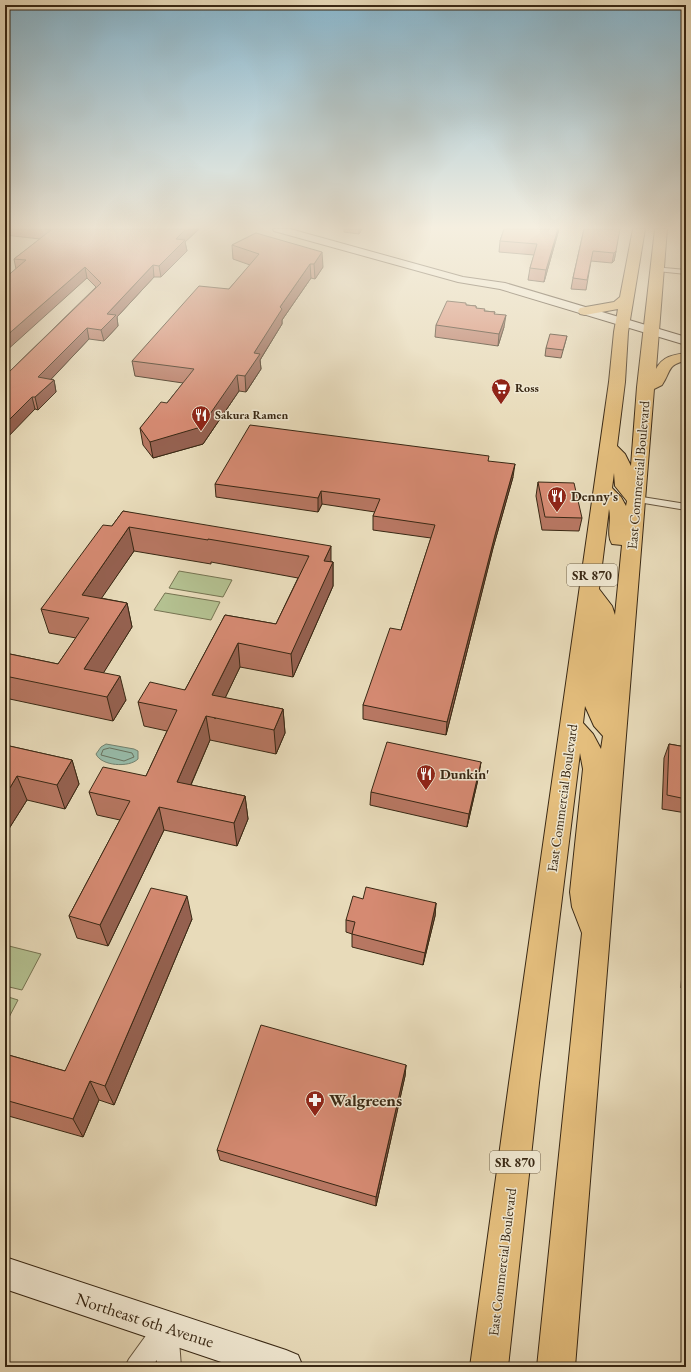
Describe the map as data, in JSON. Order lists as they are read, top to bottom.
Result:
{
  "streets": {
    "main road": ["East Commercial Boulevard", "SR 870", "Northeast 6th Avenue"]
  },
  "places": {
    "supermarket": ["Ross"],
    "restaurant": ["Sakura Ramen", "Denny's", "Dunkin'"],
    "pharmacy": ["Walgreens"]
  }
}
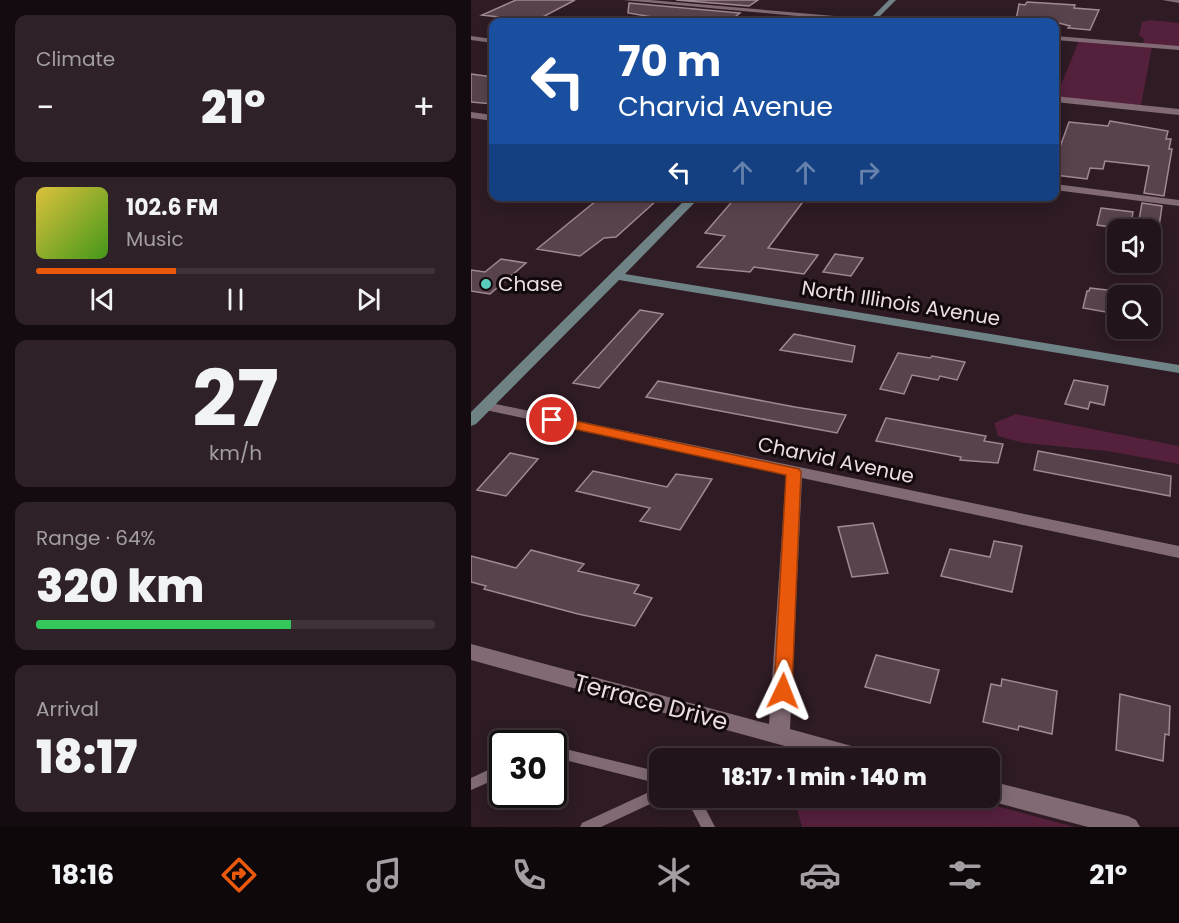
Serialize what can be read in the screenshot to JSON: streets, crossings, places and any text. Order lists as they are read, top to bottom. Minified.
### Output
{"streets":{"street":["North Illinois Avenue","Charvid Avenue","Terrace Drive"]},"places":["Chase"],"page":{"tile":["Climate",["27","km/h"],["Range · 64%","320 km"],["Arrival","18:17"]],"turn":["70 m","Charvid Avenue"],"heat":["−","21°","+"],"song":["102.6 FM","Music"],"limit":"30","trip":"18:17 · 1 min · 140 m","tabs":["18:16","21°"]}}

Activity -> Filter the listing by the string "bottom"; copy each matching line.

Solution below ->
Describe the map as data, in JSON. Order lists as they are read, top to bottom.
Serialize what can be read in the screenshot to JSON: streets, crossings, places and any text. Order lists as they are read, top to bottom. Minified.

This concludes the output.